– Забавно, – улыбнулась Лера. – Ведь я претендую на должность помощника руководителя. Планы – это скорее для коммерсантов.
– Зря смеетесь. Заполнение ежедневников носит культовый характер для всех работников без исключения. Наш «высший разум» не терпит формализма. Записи регулярно проверяются.
– Рита Сцейпек тоже его вела?
– Безусловно.
– Хорошо. Что потом?
– Каждый сотрудник сдает экзамен…
– В конце года? – Такое предположение казалось Лере вполне логичным.
– Ежемесячно.
Брови Леры взлетели на предельную высоту. Галеева продолжала:
– Уровень знаний оценивается в баллах или, как у нас говорят, в «лбах» по пятибалльной системе. Словом, если собеседование с Лобовым пройдет успешно, вы пойдете к нему на вводную беседу. Обязательно захватите с собой ежедневник и конспектируйте его изречения.
– Вводная беседа? – Лера удивилась еще больше. – Сначала собеседование, а потом беседа?
– Только в том случае, если вас примут на работу, – уточнила Ирина. – Одним словом, будьте готовы к необычному общению. Лобов не имеет специального образования, но он – большой оригинал. Помимо работы, его интересует только футбол.

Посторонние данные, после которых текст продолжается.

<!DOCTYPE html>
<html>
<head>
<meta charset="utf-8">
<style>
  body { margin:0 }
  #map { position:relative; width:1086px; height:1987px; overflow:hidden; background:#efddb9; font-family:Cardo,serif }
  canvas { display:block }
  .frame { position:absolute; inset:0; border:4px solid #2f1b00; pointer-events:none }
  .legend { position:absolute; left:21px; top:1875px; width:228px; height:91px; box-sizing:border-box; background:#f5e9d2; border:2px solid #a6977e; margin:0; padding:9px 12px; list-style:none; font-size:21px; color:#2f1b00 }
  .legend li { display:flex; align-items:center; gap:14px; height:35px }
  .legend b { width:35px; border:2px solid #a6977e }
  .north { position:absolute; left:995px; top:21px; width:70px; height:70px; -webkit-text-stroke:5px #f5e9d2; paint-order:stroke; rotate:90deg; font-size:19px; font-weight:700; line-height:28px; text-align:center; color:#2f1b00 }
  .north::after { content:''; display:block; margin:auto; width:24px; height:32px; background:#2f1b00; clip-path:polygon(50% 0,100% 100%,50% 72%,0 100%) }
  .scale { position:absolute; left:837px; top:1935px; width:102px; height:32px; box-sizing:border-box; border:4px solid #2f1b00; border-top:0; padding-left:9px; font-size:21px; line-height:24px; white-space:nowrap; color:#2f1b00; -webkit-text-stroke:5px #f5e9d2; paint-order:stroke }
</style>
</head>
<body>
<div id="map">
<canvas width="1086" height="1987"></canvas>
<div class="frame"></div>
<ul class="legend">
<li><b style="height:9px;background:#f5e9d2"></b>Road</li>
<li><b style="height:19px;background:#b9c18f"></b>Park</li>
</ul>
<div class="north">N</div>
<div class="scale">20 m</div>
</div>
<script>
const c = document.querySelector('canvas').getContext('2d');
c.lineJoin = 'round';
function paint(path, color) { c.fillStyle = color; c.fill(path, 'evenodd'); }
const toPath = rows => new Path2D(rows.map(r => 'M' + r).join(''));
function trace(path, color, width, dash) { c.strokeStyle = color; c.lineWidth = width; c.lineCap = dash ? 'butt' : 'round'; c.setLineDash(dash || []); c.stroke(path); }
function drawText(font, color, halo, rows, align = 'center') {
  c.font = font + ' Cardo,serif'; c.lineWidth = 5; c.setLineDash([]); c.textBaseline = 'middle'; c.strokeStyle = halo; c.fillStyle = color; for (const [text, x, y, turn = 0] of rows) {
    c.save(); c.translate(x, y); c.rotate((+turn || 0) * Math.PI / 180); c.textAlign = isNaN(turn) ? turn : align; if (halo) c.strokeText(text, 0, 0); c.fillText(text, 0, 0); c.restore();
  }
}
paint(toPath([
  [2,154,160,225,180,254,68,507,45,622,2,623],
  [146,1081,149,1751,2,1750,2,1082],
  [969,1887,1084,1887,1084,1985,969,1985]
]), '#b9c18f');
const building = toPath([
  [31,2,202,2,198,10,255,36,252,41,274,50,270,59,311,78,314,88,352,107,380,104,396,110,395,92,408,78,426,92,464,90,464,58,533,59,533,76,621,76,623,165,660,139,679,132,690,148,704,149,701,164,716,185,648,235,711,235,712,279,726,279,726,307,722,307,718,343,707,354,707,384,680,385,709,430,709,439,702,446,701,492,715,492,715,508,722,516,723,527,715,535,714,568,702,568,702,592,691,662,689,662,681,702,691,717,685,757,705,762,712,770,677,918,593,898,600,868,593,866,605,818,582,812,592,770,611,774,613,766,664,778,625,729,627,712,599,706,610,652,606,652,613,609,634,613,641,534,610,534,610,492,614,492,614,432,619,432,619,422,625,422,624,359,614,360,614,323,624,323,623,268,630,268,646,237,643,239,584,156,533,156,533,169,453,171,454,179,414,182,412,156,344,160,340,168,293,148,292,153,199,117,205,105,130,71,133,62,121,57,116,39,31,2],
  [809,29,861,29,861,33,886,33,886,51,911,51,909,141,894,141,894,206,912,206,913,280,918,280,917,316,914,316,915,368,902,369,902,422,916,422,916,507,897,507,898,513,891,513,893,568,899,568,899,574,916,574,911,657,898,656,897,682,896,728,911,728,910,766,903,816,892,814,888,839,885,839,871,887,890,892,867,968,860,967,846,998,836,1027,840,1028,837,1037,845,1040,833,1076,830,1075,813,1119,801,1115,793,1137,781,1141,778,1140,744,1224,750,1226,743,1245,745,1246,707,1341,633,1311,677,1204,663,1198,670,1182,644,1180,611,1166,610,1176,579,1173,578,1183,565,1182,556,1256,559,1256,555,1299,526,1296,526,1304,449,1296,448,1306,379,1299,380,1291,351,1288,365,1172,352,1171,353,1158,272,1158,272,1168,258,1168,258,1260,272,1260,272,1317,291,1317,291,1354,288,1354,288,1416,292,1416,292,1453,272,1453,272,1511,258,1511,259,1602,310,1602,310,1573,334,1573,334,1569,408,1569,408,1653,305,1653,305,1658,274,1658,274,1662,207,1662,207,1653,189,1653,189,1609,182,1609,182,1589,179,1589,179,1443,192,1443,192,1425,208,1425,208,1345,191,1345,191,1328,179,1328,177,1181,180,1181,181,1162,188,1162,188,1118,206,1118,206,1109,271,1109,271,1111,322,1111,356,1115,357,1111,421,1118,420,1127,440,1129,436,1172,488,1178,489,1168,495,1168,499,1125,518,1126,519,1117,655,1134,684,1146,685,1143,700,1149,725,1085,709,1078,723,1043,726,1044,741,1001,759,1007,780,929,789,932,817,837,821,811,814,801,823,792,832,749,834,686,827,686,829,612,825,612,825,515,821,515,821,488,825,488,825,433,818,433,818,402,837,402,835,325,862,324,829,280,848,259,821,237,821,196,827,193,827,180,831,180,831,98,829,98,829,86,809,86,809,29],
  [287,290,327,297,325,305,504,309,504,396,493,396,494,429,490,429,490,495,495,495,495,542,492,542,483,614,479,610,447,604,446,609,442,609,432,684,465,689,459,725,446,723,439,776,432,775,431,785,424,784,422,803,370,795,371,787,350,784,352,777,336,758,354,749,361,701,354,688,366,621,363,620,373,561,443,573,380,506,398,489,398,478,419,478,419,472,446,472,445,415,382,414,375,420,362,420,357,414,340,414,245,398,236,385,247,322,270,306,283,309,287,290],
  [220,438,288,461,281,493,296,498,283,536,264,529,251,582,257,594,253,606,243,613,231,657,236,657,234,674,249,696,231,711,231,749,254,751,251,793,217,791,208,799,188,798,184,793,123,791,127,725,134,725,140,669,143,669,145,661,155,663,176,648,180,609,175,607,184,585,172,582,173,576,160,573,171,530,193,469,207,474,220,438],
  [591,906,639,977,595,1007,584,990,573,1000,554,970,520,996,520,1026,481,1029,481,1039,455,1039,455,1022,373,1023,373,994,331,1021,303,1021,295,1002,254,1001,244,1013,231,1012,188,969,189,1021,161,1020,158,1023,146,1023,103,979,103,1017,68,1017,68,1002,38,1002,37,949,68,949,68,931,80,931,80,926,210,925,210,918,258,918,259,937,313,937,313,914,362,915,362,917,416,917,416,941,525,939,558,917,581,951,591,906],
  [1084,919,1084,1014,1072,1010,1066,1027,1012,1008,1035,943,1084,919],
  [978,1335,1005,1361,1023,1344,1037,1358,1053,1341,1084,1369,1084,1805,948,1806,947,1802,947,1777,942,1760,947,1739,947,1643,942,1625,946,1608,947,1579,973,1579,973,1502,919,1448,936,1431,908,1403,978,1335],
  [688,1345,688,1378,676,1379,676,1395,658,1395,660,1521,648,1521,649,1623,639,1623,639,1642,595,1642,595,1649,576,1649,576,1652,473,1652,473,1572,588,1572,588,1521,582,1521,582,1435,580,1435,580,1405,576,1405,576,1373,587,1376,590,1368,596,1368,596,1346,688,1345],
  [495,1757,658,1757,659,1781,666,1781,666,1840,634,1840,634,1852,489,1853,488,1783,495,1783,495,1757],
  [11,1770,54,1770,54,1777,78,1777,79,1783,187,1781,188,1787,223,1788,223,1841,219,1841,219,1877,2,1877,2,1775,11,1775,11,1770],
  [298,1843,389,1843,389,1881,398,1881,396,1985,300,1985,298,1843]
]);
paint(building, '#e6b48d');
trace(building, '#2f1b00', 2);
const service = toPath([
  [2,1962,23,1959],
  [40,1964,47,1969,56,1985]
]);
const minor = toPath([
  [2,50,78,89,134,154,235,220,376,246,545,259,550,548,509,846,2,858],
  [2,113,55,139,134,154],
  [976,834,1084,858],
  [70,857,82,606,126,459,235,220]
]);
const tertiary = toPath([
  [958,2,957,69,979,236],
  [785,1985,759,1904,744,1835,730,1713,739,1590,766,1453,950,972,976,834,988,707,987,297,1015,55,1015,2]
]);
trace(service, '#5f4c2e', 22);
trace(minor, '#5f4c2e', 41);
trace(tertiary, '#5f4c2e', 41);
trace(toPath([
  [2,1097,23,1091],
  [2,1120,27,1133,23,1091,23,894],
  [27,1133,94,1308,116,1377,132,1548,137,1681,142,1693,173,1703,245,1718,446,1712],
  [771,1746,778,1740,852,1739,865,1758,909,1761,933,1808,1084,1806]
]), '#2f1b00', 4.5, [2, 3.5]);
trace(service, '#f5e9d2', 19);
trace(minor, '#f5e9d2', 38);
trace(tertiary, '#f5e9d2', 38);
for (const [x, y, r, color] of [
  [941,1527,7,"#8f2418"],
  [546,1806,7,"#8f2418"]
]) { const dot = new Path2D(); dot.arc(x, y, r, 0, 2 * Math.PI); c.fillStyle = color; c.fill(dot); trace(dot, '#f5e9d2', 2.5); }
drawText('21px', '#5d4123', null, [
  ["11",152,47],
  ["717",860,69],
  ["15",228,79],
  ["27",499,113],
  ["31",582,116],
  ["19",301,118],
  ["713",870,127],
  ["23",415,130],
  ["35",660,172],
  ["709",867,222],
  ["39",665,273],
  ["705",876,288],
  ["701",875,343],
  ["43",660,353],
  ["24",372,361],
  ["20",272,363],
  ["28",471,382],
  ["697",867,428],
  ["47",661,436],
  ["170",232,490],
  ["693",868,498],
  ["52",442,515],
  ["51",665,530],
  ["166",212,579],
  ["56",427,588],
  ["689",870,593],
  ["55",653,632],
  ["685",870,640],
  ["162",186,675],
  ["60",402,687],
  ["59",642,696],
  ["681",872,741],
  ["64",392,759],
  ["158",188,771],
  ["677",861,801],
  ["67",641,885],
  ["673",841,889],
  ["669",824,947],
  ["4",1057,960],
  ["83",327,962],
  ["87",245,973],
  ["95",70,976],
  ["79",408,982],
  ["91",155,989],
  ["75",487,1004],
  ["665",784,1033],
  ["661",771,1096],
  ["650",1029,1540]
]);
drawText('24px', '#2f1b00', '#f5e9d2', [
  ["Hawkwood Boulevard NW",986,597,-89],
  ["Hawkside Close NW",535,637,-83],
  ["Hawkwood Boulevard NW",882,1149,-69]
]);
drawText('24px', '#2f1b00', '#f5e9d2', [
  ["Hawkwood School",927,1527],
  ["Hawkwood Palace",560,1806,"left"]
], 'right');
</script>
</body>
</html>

Сказав это, Галеева придвинула к Лере ежедневник:
– Это вам.
В кабинет без стука вошел высокий седой мужчина. Приблизившись, он молча уставился на Леру.
– Леонид Нилович Лобов, – представила его Галеева.
– Казанцева Валерия Николаевна, – сказала Лера.
Лобов продолжал смотреть на нее в упор.
– Работаете в юридической конторе? – спросил он.
– Да. – Лера поежилась.
– Долго?
– Три года, – ответила она.
– Зачем пришли сюда? Что хотите найти?
– То же, что и все: работу и деньги.
– Значит, деньги. Это хорошо… Думаете, сможете их отработать после стольких лет спячки у Шостока?
К такому нападению Лера была не готова.
– Полагаю, не сразу… – она вдруг ощутила прилив смелости. – Для успеха необходим опыт. Но я готова учиться у вас сколько потребуется. – Лера воспользовалась подсказкой Ирины и для убедительности открыла новенький ежедневник. – Такая возможность неоценима… – и в тот же момент она поняла, что отчаянно переигрывает.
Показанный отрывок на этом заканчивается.